→ What this task involves
Please copy every line from the following entries in which the word "currentColor" appears.

Segment Start: Dataset excerpts

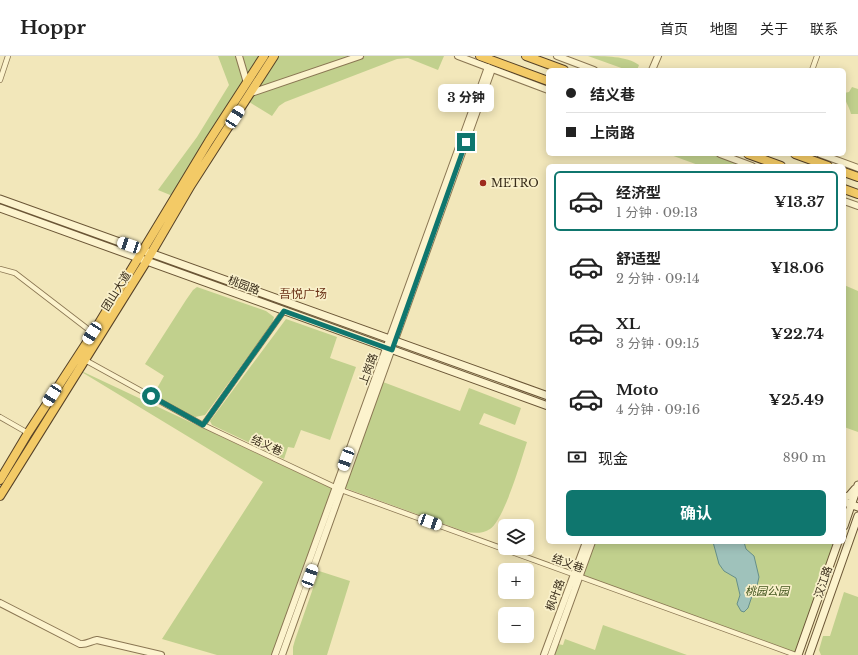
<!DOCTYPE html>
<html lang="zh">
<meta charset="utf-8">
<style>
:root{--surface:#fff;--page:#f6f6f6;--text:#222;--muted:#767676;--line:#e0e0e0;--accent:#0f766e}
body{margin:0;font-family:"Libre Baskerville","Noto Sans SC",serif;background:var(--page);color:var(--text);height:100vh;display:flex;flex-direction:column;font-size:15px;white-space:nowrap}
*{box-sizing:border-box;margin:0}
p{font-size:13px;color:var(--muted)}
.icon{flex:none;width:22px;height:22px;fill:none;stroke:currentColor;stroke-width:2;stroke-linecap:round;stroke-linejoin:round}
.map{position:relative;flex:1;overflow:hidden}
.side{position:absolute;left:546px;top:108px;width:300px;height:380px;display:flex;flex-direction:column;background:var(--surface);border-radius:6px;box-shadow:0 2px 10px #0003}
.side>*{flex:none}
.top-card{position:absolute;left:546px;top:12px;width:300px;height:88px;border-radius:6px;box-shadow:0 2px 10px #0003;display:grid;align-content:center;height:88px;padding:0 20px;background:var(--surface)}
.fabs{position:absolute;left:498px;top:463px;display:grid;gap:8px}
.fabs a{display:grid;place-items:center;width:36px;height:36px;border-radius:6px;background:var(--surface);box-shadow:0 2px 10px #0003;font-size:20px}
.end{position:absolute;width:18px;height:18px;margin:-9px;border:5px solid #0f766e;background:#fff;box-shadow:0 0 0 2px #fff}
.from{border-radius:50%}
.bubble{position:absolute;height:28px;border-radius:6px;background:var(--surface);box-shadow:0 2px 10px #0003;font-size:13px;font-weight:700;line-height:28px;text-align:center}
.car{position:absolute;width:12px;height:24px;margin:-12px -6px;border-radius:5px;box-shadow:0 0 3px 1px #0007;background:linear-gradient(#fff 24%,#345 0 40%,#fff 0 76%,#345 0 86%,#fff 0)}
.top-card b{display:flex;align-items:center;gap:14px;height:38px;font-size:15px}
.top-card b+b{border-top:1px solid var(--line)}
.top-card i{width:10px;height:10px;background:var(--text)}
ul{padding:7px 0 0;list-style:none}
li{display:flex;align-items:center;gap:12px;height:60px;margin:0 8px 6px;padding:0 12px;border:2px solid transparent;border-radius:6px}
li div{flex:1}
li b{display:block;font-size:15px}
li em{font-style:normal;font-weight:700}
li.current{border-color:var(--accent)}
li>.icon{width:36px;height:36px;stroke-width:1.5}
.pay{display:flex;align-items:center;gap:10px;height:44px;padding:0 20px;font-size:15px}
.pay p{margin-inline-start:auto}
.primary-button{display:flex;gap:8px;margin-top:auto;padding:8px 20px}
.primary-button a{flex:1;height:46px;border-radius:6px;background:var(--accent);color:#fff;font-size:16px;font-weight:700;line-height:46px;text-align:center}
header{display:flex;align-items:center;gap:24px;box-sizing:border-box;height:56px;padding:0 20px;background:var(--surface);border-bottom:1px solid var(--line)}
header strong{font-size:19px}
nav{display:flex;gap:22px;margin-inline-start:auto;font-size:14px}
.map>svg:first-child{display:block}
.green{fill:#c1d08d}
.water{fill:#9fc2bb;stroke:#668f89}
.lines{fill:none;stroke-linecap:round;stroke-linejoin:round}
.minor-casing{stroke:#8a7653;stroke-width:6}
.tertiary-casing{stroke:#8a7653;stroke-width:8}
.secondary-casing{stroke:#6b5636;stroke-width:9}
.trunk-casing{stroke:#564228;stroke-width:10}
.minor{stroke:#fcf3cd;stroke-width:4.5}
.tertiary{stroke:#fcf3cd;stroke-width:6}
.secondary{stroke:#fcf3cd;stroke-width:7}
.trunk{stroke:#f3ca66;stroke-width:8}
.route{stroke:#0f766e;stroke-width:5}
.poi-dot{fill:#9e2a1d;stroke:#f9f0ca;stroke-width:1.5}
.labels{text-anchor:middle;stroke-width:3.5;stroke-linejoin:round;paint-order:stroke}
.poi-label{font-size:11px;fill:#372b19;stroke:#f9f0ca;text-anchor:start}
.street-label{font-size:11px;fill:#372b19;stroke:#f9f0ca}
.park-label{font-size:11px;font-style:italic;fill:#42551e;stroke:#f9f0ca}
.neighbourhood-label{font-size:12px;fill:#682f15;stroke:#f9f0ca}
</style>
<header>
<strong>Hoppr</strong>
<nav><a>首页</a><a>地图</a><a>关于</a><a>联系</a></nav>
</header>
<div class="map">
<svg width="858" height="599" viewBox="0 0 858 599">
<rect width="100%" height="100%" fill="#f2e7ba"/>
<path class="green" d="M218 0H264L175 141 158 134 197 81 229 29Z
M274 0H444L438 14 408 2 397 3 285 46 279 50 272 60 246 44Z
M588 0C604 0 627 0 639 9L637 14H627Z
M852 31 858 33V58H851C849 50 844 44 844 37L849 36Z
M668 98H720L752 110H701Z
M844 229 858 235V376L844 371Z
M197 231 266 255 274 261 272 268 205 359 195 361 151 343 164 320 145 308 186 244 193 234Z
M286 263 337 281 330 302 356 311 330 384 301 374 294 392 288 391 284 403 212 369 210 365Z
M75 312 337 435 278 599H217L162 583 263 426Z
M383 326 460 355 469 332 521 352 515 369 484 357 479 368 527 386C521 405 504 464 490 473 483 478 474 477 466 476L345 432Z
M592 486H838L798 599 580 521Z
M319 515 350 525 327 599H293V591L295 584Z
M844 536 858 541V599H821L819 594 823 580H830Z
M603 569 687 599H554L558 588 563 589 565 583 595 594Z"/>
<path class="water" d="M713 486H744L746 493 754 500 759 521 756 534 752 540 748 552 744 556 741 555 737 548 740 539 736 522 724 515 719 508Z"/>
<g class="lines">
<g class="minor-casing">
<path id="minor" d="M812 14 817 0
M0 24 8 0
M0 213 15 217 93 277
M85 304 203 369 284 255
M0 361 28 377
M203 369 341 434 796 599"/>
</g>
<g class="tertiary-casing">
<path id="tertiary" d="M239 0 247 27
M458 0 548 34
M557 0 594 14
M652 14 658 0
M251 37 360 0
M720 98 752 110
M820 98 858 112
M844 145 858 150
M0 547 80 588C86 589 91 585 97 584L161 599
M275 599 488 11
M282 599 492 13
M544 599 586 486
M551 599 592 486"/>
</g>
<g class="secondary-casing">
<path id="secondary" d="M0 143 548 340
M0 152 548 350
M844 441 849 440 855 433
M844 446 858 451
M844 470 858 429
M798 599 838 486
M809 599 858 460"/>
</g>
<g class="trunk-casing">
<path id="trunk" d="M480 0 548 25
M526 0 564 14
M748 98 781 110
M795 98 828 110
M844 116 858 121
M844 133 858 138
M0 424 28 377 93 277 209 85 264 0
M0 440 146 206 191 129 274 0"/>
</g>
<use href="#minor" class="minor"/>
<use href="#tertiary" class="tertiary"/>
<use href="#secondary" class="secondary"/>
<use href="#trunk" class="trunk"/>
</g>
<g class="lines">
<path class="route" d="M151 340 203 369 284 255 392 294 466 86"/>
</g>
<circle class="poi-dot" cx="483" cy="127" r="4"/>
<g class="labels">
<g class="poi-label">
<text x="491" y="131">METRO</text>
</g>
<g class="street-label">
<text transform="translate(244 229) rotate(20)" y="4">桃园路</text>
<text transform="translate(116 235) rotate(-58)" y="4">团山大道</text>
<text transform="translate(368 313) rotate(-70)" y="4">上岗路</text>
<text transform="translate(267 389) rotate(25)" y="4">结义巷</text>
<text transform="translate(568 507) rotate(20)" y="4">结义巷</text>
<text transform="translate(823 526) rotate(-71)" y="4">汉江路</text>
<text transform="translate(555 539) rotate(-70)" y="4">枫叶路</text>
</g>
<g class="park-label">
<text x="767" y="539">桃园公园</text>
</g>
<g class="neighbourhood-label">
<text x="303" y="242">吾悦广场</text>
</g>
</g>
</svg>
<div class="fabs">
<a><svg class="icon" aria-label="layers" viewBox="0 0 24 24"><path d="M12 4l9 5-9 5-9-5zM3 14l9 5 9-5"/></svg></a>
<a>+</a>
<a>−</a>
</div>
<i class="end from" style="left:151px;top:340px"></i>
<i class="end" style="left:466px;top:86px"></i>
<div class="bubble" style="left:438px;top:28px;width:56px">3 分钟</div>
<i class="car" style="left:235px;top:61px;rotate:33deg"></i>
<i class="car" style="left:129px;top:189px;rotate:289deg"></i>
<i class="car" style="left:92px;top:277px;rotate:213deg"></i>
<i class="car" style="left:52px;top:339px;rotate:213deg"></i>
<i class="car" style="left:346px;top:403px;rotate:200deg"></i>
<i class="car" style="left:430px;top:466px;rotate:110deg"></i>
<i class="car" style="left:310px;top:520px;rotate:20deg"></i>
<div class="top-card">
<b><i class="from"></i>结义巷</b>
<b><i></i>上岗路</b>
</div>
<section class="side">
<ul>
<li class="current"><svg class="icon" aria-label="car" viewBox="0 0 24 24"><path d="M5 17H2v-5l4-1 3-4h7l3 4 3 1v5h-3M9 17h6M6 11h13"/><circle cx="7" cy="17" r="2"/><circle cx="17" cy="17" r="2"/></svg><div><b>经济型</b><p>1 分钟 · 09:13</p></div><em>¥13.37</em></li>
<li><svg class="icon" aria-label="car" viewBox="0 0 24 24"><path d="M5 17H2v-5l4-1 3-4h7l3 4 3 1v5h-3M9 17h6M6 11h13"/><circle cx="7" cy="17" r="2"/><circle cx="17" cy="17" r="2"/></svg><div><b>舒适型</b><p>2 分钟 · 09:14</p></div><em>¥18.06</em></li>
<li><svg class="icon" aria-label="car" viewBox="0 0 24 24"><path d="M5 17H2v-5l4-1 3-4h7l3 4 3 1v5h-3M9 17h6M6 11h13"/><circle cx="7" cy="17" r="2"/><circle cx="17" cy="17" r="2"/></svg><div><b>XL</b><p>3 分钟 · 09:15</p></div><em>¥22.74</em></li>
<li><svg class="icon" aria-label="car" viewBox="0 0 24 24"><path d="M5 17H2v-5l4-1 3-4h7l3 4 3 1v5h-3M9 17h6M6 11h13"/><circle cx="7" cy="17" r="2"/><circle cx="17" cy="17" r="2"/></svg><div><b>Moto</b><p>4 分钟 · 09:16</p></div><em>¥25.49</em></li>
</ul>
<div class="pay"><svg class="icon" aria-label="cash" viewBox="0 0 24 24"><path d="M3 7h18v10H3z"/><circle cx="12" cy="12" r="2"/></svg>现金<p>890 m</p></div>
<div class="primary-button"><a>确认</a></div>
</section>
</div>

Segment End: Dataset excerpts
Segment Start: Dataset excerpts

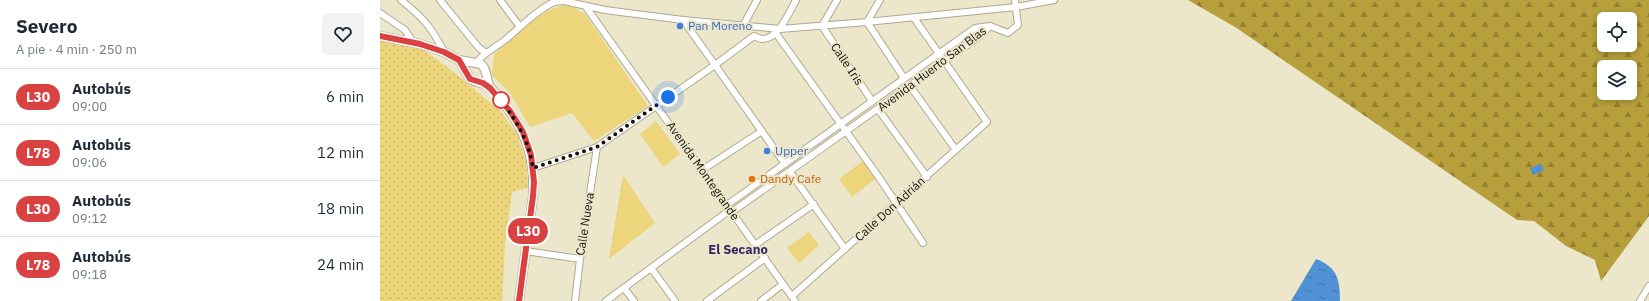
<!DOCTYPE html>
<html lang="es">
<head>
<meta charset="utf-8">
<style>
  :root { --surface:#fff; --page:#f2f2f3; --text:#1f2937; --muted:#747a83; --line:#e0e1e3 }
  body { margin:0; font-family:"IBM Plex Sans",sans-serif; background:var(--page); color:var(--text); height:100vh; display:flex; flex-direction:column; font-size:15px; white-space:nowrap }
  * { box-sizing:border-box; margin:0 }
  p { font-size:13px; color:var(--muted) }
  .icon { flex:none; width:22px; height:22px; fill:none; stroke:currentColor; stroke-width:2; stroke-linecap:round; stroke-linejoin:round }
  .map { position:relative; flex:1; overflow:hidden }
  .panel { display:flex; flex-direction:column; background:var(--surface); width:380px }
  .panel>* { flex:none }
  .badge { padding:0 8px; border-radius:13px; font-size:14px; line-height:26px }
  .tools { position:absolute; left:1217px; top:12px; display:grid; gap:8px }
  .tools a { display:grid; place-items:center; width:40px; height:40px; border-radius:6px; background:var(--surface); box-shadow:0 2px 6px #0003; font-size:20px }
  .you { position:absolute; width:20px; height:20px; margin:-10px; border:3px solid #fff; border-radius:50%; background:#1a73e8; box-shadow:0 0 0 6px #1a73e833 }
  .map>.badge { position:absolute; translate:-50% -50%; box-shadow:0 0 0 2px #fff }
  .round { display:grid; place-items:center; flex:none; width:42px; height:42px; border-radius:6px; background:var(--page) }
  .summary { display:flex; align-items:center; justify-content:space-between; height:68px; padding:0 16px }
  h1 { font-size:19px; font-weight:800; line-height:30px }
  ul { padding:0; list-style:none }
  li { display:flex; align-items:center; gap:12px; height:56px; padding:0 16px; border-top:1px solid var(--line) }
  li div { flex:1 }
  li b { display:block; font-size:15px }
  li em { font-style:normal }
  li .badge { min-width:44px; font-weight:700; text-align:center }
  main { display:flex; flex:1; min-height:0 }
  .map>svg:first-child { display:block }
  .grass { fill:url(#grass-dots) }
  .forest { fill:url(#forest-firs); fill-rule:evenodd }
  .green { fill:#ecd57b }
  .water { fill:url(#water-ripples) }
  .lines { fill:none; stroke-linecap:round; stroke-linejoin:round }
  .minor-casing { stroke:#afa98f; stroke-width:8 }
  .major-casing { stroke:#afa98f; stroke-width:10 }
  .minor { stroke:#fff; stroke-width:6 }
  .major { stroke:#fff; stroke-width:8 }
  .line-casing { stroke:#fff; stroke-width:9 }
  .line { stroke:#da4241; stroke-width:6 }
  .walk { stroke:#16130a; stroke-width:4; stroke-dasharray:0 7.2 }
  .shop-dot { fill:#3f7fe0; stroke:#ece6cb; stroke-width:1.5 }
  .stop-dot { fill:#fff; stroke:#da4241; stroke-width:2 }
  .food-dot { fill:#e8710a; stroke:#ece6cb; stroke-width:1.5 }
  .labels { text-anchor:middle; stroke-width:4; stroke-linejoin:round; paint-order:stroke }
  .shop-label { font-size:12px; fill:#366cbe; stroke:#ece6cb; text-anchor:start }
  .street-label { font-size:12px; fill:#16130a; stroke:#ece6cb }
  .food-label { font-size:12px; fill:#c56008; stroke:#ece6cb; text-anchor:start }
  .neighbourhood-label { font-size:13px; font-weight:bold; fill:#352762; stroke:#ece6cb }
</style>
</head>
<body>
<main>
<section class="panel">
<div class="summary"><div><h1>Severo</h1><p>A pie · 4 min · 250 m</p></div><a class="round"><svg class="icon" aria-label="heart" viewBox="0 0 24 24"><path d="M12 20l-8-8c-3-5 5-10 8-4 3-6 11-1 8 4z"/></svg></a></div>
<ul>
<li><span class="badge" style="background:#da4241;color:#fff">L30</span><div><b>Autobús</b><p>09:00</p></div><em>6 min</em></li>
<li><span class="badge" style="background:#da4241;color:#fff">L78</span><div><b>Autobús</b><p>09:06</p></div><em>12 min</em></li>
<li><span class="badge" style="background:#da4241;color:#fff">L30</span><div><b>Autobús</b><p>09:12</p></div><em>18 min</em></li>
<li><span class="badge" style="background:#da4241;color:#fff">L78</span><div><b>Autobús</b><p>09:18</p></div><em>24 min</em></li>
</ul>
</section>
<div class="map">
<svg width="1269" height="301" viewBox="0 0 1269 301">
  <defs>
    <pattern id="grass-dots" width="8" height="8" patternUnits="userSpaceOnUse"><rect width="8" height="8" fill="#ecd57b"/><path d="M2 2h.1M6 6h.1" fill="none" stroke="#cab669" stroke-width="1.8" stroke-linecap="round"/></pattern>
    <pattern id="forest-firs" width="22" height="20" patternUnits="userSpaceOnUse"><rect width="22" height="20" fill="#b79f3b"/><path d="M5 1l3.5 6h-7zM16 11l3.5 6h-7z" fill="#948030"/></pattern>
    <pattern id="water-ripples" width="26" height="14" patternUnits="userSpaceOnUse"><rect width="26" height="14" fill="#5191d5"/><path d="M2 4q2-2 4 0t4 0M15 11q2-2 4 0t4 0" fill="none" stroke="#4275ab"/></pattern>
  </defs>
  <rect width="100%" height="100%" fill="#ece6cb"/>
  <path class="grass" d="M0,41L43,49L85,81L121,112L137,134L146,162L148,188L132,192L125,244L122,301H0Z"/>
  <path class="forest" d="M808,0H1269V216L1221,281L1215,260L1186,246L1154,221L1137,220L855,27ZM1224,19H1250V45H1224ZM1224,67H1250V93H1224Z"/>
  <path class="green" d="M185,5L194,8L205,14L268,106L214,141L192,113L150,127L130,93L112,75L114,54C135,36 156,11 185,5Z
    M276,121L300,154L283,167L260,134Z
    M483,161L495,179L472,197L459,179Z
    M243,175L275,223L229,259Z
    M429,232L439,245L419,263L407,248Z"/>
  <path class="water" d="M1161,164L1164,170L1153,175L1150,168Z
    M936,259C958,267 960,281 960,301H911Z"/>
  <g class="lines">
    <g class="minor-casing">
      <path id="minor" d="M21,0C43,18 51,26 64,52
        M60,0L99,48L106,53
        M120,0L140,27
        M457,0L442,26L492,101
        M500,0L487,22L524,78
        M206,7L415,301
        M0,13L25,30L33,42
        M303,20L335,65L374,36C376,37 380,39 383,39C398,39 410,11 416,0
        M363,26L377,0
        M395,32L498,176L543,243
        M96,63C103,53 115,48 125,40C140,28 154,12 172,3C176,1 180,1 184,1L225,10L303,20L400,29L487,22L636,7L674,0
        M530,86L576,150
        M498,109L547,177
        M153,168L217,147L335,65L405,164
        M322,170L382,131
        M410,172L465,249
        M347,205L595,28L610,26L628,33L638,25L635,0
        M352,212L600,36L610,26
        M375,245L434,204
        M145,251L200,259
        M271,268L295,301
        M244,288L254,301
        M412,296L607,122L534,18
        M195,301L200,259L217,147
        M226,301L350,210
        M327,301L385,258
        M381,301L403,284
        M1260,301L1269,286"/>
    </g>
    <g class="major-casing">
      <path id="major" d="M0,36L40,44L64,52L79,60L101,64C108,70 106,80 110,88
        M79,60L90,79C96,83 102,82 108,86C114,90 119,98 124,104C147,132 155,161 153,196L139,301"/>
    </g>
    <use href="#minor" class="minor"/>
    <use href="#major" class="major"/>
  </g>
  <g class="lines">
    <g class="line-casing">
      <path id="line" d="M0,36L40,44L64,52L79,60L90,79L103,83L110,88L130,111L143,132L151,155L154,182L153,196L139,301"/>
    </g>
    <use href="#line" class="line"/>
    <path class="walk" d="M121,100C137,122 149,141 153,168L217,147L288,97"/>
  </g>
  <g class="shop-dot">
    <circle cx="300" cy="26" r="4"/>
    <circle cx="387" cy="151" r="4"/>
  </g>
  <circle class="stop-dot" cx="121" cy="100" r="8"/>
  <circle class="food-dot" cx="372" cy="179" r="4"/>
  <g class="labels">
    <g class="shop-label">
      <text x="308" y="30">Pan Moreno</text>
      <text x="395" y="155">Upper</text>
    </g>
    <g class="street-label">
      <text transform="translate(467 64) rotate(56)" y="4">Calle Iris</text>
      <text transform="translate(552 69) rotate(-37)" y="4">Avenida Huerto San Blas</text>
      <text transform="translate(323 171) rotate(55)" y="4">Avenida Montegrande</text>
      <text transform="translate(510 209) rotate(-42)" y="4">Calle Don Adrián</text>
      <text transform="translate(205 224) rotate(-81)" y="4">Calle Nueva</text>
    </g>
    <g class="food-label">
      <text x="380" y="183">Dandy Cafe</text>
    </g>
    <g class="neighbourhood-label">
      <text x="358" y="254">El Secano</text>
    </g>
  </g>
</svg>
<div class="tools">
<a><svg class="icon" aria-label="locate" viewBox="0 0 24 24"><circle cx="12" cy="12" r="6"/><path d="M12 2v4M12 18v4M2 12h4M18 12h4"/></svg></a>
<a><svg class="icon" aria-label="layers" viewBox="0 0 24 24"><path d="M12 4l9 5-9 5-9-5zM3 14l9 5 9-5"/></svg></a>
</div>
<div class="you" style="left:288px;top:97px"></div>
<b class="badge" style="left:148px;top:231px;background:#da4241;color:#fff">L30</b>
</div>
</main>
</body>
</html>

Segment End: Dataset excerpts

→ Response to this exercise
.icon{flex:none;width:22px;height:22px;fill:none;stroke:currentColor;stroke-width:2;stroke-linecap:round;stroke-linejoin:round}
  .icon { flex:none; width:22px; height:22px; fill:none; stroke:currentColor; stroke-width:2; stroke-linecap:round; stroke-linejoin:round }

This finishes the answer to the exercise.